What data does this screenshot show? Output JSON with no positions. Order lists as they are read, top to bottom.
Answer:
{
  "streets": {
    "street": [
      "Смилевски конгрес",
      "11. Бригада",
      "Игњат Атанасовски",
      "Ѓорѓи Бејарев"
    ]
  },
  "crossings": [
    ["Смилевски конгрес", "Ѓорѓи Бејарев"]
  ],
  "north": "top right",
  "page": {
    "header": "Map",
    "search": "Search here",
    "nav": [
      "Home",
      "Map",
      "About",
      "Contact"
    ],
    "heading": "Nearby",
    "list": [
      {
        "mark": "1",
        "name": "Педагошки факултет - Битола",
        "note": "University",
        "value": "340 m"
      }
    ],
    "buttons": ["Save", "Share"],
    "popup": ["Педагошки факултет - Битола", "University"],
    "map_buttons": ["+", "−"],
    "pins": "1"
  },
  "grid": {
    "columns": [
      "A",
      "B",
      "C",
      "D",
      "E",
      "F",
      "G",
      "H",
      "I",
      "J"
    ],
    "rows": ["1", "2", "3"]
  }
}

§ §

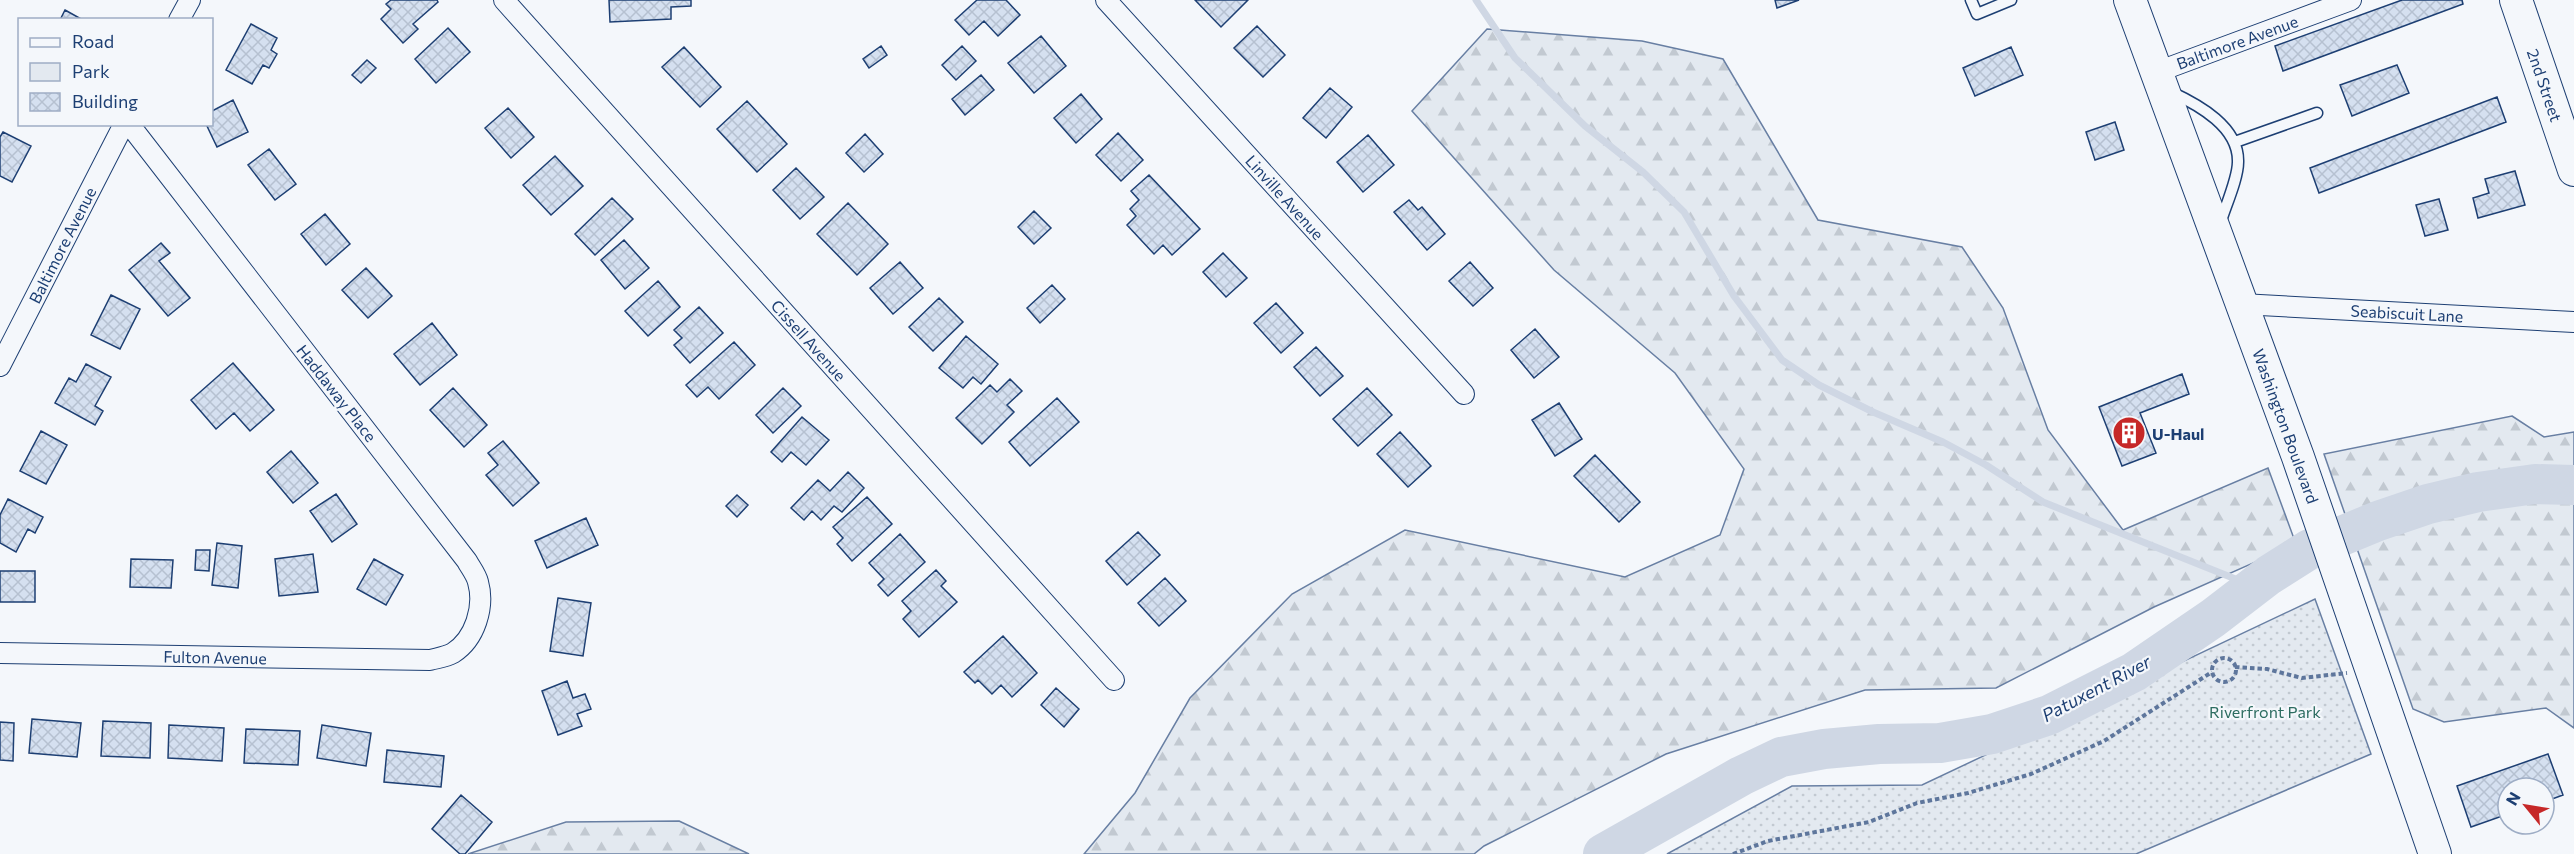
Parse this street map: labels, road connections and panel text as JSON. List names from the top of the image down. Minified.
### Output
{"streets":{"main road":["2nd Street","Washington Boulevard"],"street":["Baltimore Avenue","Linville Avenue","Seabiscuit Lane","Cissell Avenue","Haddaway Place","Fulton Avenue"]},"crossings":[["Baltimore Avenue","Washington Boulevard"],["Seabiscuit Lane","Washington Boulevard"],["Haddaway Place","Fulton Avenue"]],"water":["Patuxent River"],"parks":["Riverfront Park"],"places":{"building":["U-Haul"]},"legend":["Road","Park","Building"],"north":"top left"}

§ §

*What you will do*: Go through the listing above and list every line that has the word "this".

*Task output*:
What data does this screenshot show? Output JSON with no positions. Order lists as they are read, top to bottom.
Parse this street map: labels, road connections and panel text as JSON. List names from the top of the image down. Minified.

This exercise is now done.